July 8, 2011
Weekly Roundup: ‘Slum golf,’ retro everything, m-commerce
American obesity is still climbing, finds the annual “F as in Fat” report: While the 1995 obesity rate was below 20 percent in every state, today 49 states are above that bar, as The Wall Street Journal reports.
The first report from the new agency UN Women finds that “justice remains out of reach” for many millions of women. The Guardian also covers the U.N.’s progress report on its millennium development goals; the good news: The global poverty rate is expected to drop well below the target set for 2015.
Golf is getting more popular in India as public courses become plentiful and “slum golf” invades Mumbai, reports the BBC.
While South Koreans are “overworked, overstressed and ever anxious,” they’re not looking to Western-style therapy for help, according to The New York Times.
America’s “mancession” is giving way to a recovery in which women are bouncing back more slowly, with men moving into some traditionally female jobs, according to a new Pew study.
Time examines the future of fish, asking whether farming can take the place of catching fish as oceans get “picked clean.”
Mexican migration to the U.S. has slowed significantly, reports The New York Times, due in part to “unheralded changes in Mexico that have made staying home more attractive.”
“Sugar Is Back on Menus,” reports The Wall Street Journal—as American restaurants shift to “a cuisine that appears more wholesome and hand-crafted,” they’re replacing high-fructose corn syrup with other sweeteners.
New York spotlights the “neo-Luddite counterculture” with a “primer on the anti-tech bubble” where typewriters, turntables, celluloid film and the like flourish.

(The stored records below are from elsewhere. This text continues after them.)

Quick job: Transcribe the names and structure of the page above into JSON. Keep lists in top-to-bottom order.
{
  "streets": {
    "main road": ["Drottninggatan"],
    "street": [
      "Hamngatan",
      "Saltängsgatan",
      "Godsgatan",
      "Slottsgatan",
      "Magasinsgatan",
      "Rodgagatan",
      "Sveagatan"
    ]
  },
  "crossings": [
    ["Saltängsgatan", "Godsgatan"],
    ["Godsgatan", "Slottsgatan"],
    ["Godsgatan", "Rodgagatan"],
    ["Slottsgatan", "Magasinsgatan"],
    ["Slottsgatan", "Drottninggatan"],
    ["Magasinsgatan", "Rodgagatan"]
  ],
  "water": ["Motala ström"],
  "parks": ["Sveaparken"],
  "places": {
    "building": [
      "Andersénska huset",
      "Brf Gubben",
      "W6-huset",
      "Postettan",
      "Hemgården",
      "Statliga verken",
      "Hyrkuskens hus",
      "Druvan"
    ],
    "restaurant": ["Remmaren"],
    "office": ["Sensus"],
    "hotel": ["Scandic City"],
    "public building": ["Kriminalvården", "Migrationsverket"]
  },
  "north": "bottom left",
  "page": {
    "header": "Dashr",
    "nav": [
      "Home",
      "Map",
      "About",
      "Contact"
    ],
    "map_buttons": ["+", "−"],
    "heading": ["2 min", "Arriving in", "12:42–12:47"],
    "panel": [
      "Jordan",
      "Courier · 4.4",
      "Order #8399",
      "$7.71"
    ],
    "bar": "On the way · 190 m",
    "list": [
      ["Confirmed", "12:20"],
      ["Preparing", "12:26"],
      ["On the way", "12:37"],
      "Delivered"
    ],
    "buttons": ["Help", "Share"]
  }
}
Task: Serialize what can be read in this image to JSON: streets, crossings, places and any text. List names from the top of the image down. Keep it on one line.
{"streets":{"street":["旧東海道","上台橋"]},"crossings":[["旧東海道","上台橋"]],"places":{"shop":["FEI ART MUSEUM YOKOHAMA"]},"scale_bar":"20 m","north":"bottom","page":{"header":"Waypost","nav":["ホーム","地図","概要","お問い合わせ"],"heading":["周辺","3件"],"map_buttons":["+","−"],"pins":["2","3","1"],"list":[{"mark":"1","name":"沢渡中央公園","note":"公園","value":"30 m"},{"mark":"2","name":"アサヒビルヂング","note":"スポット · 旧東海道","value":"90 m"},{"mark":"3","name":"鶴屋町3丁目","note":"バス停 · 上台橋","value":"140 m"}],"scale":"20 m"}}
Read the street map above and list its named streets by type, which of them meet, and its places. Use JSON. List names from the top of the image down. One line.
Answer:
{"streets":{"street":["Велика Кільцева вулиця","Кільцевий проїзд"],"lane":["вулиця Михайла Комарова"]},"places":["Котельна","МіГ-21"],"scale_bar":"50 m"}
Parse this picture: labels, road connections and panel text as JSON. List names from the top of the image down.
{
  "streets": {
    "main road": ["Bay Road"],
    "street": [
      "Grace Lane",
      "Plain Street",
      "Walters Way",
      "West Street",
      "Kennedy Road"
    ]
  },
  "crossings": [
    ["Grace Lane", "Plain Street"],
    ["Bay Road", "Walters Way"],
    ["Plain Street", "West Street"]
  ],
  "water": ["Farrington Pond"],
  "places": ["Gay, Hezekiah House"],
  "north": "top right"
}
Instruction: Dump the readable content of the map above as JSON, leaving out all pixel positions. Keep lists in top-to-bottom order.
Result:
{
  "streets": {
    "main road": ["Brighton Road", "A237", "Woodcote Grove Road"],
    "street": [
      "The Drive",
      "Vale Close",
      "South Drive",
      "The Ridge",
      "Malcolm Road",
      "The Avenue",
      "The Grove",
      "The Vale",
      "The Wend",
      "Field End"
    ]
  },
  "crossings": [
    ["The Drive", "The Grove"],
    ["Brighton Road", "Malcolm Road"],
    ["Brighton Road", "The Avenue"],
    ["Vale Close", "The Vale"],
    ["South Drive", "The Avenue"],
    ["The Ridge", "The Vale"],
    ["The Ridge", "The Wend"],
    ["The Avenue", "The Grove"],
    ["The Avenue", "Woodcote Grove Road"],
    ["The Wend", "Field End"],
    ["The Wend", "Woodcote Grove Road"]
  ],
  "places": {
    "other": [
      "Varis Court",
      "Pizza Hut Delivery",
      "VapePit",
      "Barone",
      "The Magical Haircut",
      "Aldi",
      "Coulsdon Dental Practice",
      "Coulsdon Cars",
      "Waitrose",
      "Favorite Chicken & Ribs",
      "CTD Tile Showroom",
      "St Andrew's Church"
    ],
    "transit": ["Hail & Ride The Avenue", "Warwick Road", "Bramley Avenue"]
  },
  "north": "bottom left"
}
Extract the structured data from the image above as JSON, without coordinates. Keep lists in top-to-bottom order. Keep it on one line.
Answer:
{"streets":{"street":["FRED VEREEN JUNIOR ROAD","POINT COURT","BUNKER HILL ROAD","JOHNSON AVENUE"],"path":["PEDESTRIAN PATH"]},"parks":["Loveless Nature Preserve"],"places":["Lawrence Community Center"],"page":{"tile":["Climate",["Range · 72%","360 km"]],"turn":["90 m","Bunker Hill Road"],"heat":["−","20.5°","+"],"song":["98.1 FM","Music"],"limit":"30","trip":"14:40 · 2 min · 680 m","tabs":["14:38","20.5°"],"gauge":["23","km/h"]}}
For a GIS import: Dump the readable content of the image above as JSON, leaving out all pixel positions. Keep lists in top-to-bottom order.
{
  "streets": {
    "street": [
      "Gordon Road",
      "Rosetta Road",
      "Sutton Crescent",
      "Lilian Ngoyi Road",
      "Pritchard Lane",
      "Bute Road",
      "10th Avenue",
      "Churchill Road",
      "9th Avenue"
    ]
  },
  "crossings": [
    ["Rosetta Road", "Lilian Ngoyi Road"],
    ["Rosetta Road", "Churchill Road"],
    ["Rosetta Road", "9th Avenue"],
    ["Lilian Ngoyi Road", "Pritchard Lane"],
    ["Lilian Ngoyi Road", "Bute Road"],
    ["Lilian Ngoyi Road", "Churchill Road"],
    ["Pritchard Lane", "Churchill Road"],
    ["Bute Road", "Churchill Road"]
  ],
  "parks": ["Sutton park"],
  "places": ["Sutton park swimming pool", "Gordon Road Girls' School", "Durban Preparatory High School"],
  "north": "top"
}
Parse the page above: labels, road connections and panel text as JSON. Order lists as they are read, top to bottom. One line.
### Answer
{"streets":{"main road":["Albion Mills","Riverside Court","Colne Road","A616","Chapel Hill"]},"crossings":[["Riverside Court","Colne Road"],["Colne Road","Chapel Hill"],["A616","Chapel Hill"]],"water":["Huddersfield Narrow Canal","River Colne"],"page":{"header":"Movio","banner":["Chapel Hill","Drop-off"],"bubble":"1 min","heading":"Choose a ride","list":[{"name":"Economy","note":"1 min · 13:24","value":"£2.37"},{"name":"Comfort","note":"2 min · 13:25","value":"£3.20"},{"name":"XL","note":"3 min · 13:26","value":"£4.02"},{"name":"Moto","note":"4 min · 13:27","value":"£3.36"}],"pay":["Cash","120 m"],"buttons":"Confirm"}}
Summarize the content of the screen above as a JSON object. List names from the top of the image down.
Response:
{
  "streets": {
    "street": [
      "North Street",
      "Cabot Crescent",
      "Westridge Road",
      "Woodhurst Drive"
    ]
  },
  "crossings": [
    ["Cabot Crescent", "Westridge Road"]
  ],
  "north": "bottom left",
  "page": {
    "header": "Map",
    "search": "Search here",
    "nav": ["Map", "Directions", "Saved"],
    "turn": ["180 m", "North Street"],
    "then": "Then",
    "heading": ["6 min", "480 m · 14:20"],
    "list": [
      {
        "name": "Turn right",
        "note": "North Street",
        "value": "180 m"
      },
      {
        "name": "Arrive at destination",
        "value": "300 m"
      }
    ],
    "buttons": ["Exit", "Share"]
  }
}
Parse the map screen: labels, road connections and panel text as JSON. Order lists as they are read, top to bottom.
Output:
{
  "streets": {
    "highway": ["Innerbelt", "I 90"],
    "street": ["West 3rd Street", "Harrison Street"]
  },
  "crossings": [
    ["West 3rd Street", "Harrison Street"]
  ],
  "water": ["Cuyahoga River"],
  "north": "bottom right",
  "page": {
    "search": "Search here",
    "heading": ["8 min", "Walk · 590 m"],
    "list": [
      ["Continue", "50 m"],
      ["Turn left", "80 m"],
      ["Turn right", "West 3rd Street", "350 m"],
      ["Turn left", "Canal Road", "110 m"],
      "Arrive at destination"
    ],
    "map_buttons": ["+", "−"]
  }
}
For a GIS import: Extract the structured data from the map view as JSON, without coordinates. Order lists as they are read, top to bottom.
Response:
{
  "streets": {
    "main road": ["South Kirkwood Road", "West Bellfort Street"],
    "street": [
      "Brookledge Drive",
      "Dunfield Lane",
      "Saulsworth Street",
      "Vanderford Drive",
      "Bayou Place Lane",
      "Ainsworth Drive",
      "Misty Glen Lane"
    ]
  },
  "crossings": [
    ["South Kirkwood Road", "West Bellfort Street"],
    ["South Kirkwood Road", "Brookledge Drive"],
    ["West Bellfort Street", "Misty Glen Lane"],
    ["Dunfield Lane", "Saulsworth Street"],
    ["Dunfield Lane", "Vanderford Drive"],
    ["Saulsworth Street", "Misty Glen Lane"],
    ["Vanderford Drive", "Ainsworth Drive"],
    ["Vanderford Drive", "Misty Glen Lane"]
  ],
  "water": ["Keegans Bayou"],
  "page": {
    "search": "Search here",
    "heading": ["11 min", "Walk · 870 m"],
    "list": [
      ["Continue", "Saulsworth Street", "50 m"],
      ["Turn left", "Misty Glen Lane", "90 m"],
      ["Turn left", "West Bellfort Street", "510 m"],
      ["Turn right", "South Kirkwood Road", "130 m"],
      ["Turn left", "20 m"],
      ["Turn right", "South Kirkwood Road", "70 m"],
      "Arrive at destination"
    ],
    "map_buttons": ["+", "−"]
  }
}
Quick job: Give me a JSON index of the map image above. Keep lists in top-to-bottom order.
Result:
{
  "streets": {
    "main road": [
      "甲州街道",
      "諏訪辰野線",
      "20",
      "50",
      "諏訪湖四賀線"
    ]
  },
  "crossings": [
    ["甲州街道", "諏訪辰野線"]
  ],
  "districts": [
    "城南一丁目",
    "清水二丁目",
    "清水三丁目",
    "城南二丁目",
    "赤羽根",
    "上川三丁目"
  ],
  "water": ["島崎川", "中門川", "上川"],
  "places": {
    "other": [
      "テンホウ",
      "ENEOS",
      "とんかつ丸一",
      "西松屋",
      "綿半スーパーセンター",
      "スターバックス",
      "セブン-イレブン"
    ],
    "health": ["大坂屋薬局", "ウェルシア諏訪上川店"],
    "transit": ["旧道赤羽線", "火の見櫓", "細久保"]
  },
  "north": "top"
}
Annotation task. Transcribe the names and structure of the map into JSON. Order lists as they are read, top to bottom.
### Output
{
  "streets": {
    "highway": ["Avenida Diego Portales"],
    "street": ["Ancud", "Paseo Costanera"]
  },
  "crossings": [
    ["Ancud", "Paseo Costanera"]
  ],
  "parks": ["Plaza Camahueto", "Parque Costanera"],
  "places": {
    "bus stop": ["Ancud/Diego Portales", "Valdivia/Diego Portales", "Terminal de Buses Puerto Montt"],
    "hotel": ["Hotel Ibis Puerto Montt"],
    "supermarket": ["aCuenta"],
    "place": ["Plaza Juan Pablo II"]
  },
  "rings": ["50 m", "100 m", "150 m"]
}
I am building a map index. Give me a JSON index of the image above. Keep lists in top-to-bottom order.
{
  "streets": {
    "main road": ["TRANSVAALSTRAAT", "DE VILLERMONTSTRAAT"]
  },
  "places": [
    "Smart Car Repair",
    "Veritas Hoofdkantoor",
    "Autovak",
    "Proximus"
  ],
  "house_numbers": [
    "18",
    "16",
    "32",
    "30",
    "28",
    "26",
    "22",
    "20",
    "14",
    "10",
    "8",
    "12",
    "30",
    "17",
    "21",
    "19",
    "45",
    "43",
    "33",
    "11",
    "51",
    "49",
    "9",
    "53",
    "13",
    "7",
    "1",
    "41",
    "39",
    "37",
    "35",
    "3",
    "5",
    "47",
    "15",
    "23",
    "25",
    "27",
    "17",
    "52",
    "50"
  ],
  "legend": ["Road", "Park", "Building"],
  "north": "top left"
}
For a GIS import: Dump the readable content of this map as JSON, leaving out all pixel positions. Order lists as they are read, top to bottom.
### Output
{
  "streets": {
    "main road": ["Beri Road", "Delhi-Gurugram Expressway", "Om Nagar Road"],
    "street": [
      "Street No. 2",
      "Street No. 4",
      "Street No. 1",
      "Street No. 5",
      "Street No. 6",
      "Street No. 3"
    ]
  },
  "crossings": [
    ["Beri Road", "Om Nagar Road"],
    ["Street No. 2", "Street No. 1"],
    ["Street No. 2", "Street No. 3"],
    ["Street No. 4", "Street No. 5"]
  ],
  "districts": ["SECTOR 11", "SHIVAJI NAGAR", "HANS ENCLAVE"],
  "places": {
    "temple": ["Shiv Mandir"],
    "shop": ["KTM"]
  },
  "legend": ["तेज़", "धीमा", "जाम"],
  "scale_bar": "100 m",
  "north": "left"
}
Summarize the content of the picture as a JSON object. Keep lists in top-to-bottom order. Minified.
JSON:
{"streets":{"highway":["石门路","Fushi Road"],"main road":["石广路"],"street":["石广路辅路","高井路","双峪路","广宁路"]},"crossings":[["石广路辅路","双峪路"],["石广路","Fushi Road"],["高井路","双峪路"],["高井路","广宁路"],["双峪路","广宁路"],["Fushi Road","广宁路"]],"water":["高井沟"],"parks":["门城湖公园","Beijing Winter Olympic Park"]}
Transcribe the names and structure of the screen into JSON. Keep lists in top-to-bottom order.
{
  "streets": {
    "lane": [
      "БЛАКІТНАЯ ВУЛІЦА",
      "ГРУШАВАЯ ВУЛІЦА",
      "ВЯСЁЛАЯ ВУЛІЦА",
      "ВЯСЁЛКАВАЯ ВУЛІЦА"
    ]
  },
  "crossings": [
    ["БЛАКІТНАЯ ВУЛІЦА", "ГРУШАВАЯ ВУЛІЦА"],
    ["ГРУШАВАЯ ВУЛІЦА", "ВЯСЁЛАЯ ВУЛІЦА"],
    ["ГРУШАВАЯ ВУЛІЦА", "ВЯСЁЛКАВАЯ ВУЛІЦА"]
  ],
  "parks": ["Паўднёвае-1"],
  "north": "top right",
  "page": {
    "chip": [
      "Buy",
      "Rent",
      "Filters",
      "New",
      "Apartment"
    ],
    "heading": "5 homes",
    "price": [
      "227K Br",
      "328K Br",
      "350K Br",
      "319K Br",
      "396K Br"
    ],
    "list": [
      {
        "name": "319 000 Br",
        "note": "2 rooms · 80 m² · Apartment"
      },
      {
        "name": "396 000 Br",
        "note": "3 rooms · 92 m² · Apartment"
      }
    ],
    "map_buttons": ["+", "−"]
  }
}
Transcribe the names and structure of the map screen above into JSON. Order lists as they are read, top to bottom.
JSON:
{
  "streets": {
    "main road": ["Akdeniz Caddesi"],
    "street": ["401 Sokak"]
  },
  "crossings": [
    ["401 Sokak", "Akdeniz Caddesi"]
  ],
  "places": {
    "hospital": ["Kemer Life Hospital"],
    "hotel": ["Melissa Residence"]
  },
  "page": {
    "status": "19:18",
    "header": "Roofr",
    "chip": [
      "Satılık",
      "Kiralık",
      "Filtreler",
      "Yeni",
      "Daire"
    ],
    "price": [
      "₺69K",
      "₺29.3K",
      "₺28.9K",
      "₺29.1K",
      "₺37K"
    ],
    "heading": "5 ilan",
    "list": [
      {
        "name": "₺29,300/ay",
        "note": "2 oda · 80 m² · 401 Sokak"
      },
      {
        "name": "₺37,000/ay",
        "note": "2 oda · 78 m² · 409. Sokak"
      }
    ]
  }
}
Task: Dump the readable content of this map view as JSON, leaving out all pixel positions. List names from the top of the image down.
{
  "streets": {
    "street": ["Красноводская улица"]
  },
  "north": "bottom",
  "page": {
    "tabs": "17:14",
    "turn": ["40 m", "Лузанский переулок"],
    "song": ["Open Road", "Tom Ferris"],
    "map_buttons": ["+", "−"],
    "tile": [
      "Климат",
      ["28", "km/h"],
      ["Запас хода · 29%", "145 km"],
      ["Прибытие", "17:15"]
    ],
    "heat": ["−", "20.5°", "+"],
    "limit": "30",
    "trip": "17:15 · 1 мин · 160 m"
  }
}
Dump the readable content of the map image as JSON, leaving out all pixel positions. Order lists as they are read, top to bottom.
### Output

And The New York Times looks at the new retro appeal of men’s wristwatches.
In the beauty sector, the resurgence of retro has given rise to luxury apothecary brands, which position themselves as “throwbacks to simpler times,” says The New York Times.
Knitting has been hot for a decade, as The Guardian reports, but in the U.K. its popularity has spiked further in the past year. And Slate looks at the success of an alternative social network—one just for knitters.
U.S. album sales for the first half eked out their first rise in seven years, reports the L.A. Times.
The spike in electronic payment options means less need for cash: In the U.S., production of low-denomination bills is declining, reports The New York Times.
A “State of the Global Mobile Industry” report, which says mobile accounts for nearly 2 percent of the world’s GDP, examines how it’s “fundamentally reshaping” the way consumers spend across categories, ReadWriteWeb reports.
British consumers lead the world in m-commerce, with a Mobile Entertainment Forum study finding that nine in 10 have used their mobile phones for shopping.
The Next Web lists the Top 20 brands on Facebook and the strategies they used to gain millions of fans.
Smartphone consumers in the U.S. are more willing to pay for game apps than news apps, reports Nielsen.